Drago is an avid reader. He enjoys business books but will pick up almost any reading material to peruse. He says his thirst for knowledge comes from his parents: His father still works at Goya, and his mother was an educator.
“I learned at a very young age how much you really don’t know,” Drago says.
Drago speaks proudly of a roughly 50-pound weight loss he accomplished during his undergraduate years, and he has since kept most of it off. A year after the weight loss, he ran his first Boston Marathon, and he has run it twice since.
“It had a profound effect on my personal and professional future as it was the first major life goal I set and accomplished,” Drago says of the weight loss.
Although he has spent his professional life in the food business, Drago says he is probably the world’s pickiest eater. He enjoys fruits, vegetables, seafood and a good steak but is not a fan of milk, cheese, eggs or many processed foods. And bagels?
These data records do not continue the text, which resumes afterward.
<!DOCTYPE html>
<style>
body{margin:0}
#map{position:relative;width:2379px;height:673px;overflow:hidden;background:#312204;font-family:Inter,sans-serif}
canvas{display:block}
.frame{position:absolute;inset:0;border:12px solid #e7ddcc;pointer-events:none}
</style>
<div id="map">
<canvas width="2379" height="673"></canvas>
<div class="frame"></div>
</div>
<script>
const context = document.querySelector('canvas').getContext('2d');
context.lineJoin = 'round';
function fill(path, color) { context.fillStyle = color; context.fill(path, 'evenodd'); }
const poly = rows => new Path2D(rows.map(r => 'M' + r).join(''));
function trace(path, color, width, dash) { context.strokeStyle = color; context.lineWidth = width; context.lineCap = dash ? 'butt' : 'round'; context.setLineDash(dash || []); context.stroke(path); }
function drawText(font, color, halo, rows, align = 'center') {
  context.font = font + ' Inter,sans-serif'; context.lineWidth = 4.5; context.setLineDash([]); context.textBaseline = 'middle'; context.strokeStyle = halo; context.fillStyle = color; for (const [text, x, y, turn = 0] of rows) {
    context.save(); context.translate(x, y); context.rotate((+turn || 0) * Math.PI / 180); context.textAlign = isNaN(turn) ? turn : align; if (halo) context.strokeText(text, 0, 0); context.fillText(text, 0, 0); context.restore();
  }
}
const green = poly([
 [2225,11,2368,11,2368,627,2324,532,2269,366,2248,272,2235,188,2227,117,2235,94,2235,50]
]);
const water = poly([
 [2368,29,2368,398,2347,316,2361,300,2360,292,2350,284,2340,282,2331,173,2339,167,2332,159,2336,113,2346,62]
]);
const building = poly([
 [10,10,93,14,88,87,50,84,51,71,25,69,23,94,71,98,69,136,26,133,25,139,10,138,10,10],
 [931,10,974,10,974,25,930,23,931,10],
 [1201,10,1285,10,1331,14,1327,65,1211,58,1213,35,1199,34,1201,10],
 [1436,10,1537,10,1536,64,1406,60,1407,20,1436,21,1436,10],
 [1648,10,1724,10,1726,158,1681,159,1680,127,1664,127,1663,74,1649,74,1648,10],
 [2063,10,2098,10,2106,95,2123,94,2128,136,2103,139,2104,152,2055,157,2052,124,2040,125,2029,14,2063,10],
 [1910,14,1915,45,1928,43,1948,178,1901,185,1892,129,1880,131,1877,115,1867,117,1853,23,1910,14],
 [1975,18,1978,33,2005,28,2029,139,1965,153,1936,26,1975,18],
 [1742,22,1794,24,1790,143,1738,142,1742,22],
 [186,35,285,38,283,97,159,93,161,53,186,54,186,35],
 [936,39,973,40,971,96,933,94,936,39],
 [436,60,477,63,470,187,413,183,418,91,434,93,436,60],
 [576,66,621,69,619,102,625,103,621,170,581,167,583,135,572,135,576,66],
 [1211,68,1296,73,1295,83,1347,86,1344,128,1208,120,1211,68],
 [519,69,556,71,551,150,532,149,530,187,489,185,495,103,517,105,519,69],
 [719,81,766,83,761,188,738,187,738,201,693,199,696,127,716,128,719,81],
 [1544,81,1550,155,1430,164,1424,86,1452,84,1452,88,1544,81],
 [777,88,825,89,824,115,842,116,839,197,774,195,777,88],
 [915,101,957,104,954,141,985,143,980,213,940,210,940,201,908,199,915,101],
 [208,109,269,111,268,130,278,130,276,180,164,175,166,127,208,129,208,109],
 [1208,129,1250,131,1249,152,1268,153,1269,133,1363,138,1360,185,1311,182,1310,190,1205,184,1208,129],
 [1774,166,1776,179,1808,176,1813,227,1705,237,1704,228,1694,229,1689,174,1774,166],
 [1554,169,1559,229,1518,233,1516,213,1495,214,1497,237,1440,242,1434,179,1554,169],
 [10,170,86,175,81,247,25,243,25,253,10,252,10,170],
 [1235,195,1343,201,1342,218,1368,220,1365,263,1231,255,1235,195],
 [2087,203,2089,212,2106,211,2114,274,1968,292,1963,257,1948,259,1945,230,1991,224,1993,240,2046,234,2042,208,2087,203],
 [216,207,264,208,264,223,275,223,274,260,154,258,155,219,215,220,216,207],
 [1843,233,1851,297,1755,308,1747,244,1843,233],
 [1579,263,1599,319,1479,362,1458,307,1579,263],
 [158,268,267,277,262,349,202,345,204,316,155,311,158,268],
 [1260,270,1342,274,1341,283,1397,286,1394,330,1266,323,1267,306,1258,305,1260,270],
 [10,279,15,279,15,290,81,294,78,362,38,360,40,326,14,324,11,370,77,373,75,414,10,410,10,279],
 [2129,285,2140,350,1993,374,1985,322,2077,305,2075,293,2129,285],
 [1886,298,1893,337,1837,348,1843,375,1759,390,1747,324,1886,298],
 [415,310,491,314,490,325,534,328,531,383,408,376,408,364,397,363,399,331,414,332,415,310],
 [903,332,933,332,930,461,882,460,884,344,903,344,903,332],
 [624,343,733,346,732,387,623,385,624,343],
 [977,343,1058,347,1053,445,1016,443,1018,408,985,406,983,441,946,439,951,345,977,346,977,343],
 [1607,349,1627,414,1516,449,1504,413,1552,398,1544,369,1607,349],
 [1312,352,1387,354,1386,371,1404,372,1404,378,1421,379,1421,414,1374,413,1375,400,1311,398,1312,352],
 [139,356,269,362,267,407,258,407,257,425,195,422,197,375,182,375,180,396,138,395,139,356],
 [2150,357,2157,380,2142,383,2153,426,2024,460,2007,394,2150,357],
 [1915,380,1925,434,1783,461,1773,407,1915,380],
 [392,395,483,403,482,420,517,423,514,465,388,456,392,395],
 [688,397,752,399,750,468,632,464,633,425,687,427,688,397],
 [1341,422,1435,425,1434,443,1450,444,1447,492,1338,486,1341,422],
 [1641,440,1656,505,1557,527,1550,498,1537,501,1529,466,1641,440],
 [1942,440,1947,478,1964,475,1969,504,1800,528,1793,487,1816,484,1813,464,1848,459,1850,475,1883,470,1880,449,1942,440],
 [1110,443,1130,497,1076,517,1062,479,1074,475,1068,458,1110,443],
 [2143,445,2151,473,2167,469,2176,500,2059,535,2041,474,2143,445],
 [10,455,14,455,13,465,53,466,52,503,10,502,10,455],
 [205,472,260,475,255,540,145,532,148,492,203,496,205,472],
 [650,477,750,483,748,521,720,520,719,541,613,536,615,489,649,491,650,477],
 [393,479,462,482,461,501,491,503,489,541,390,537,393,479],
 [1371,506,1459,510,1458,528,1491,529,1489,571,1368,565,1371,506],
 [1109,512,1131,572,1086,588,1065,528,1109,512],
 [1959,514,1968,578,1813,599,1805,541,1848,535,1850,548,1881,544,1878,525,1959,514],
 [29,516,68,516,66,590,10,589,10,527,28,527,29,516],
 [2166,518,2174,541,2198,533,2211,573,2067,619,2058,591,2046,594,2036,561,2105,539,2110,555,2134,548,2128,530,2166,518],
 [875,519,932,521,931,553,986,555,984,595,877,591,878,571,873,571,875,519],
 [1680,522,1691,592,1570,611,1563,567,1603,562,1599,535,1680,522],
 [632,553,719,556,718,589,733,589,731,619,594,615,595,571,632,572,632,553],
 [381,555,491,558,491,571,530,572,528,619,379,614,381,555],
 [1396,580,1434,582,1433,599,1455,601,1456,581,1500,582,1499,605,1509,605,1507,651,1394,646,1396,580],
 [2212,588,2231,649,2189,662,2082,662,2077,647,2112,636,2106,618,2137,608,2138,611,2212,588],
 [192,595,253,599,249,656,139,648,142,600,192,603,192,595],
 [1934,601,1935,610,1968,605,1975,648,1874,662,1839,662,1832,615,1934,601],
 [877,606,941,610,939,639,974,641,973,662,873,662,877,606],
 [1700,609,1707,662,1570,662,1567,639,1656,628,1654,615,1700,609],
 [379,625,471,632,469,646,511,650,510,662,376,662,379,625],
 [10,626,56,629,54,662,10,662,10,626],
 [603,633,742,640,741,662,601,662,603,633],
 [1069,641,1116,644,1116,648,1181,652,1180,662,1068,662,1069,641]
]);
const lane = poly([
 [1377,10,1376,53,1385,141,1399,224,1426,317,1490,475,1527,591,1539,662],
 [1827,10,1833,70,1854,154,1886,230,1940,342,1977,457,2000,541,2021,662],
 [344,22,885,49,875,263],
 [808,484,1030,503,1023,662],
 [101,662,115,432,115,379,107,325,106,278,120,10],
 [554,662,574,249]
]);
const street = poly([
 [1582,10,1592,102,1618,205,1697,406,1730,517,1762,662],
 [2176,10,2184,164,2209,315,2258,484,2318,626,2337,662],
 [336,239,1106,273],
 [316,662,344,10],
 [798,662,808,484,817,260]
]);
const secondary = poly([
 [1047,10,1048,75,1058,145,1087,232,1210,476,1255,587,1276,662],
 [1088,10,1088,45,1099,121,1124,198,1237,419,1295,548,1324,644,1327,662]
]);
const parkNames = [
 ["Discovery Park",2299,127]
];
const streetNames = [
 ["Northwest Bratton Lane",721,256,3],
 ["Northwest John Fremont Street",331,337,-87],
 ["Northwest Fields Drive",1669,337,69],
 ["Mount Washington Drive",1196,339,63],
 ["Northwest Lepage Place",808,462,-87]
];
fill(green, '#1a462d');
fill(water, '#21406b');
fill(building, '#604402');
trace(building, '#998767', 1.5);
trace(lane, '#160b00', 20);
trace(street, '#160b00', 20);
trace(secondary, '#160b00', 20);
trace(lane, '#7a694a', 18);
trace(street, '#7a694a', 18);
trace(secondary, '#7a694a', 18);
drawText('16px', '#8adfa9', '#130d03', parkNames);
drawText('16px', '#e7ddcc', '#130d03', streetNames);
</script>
He likes the plain kind only.
Looking to the future, Drago says a key priority for Fleischer’s will be relevance.
“In a rapidly consolidating industry like ours, an ongoing change is making sure our value proposition is relevant compared to our competition,” Drago says. “What worked for the company during its first 30 years will not necessarily drive our growth for the next 30 years.”
adeckert@rbj.net / 585-546-8303

Robert Drago
Position: President, Fleischer’s Bagels Inc.
Age: 41
Education: B.S. in finance, Babson College, Wellesley, Mass., 1990; MBA, State University at Buffalo, 1995
Family: Wife, Annmarie; sons, Andrew, 10; Alex, 8; and Matthew, 4
Residence: Pittsford
Outside activities: Running, aviation, reading, attending his children’s sports events and activities
Quote: “I went to college, graduate school, a million executive ed seminars and talks, but the best training I had was from working at a young age in the (family) plant, because you learn a lot about not just how business operates at its core but how to deal with people at all different levels. It was probably the best training ground I had.”